Excerpts from a dataset:
◆ ◆ ◆ ◆ ◆

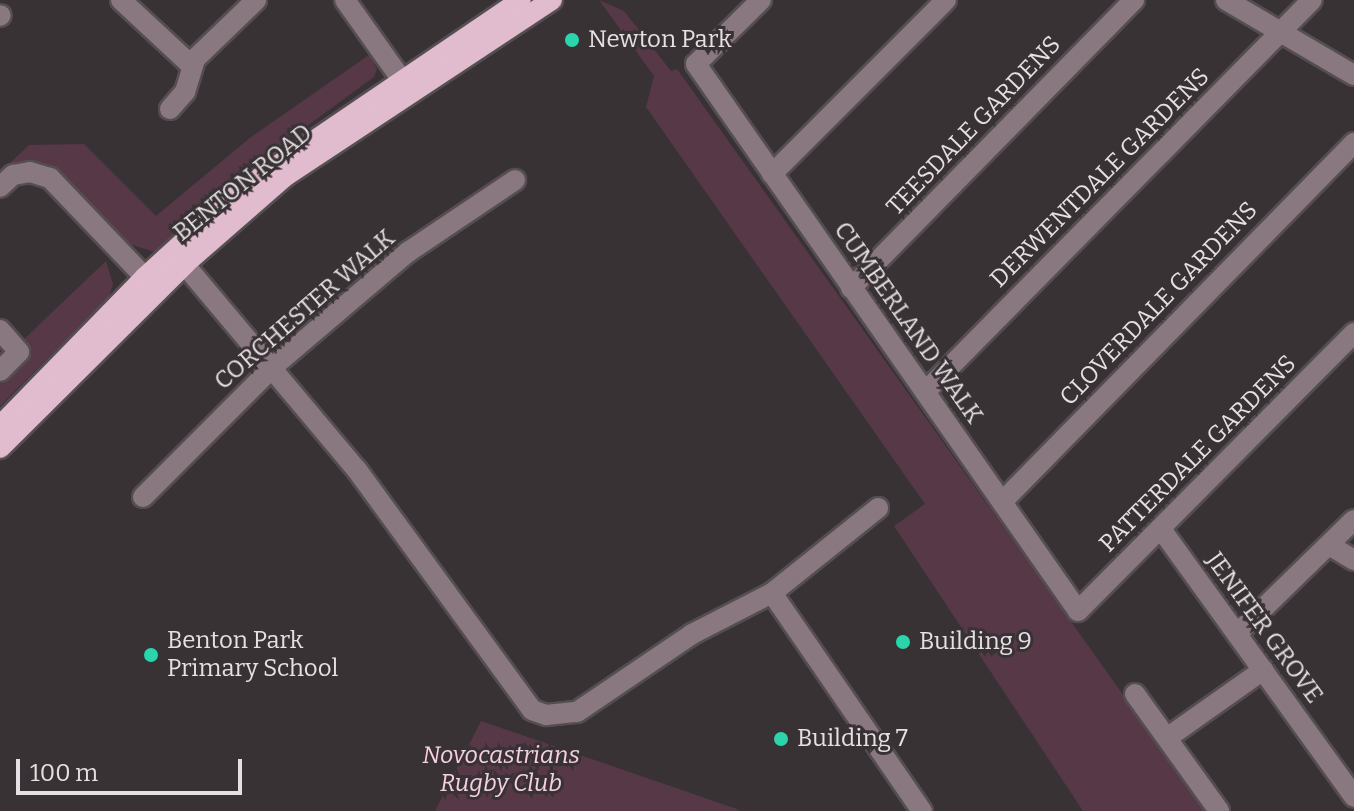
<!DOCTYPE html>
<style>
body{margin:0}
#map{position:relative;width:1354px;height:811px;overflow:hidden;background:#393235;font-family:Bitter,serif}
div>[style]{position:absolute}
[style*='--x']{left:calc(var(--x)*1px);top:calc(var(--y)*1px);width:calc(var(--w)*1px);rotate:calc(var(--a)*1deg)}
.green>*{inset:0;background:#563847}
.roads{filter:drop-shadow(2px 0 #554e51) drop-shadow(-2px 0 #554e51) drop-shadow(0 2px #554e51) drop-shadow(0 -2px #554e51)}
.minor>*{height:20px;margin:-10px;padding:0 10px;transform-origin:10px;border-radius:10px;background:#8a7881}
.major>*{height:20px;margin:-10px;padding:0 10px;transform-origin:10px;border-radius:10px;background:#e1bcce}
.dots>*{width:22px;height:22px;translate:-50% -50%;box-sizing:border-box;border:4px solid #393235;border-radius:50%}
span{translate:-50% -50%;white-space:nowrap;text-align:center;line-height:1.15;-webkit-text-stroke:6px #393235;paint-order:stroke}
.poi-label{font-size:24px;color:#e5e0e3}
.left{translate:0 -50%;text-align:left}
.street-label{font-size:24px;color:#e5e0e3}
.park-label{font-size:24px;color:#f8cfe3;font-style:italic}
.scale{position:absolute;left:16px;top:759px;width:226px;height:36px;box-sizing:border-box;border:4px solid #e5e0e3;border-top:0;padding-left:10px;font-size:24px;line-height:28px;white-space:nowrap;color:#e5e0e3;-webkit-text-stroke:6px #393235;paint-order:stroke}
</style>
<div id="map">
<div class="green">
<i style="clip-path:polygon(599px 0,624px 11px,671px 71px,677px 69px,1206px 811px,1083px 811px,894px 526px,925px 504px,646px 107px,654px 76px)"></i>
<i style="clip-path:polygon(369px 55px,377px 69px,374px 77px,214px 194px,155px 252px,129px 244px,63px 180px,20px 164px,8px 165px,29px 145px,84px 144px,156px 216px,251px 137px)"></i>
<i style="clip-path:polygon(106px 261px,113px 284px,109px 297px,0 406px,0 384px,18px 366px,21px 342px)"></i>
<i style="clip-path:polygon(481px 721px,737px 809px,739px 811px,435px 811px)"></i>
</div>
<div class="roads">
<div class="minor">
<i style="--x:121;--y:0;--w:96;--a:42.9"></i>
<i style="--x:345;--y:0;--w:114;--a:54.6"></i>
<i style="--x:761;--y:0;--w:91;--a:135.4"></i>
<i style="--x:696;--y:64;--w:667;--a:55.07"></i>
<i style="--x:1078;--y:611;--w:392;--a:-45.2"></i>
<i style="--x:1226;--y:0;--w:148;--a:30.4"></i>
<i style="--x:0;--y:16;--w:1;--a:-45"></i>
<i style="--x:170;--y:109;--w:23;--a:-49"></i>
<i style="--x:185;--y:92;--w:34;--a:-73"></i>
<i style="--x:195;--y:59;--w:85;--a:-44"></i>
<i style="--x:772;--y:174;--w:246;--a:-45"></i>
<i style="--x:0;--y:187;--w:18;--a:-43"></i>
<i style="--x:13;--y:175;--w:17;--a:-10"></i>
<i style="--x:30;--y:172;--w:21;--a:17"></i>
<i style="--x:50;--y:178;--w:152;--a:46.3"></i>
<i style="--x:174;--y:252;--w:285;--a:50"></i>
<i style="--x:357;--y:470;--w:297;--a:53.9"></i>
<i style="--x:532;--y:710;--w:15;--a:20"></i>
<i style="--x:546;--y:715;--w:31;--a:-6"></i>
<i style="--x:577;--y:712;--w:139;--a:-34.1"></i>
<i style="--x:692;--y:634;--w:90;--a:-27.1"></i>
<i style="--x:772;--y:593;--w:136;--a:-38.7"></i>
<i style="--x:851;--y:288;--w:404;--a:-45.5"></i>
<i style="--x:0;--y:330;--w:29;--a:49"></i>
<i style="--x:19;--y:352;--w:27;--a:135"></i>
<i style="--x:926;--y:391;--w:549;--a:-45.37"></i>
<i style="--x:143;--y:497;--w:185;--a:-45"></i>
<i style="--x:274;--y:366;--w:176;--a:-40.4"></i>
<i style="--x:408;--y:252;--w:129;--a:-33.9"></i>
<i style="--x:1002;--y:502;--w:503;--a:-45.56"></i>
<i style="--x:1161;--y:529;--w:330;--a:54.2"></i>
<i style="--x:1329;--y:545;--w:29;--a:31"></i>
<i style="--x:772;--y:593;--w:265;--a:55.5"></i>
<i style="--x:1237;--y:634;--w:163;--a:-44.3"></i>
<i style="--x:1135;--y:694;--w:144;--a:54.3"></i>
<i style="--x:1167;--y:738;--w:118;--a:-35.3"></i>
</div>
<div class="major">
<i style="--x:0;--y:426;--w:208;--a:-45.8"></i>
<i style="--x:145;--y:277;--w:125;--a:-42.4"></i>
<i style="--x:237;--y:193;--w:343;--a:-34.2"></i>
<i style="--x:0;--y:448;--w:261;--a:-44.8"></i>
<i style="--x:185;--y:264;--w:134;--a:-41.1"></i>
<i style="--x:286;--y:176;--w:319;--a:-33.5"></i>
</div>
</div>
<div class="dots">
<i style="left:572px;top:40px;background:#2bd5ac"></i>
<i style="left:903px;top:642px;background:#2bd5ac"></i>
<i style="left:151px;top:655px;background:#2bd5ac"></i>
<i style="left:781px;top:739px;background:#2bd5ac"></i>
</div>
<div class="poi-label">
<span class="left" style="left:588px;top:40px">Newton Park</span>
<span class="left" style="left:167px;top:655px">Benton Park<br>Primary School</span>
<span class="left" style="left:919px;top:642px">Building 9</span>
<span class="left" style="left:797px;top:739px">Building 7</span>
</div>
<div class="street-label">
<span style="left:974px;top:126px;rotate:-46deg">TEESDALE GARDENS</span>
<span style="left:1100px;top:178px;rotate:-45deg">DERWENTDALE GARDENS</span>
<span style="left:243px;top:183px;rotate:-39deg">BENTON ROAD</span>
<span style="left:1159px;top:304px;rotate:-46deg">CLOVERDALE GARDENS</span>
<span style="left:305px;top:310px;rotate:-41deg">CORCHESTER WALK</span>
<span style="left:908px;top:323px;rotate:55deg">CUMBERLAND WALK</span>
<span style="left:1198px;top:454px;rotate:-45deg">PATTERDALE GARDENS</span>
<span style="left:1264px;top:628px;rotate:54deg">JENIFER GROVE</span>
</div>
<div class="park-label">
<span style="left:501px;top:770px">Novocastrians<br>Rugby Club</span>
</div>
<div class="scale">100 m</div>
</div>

◆ ◆ ◆ ◆ ◆

■ **Problem to work on**
In the entries above, identify each line that includes the string "roads", then copy it.

■ **Exercise answer**
.roads{filter:drop-shadow(2px 0 #554e51) drop-shadow(-2px 0 #554e51) drop-shadow(0 2px #554e51) drop-shadow(0 -2px #554e51)}
<div class="roads">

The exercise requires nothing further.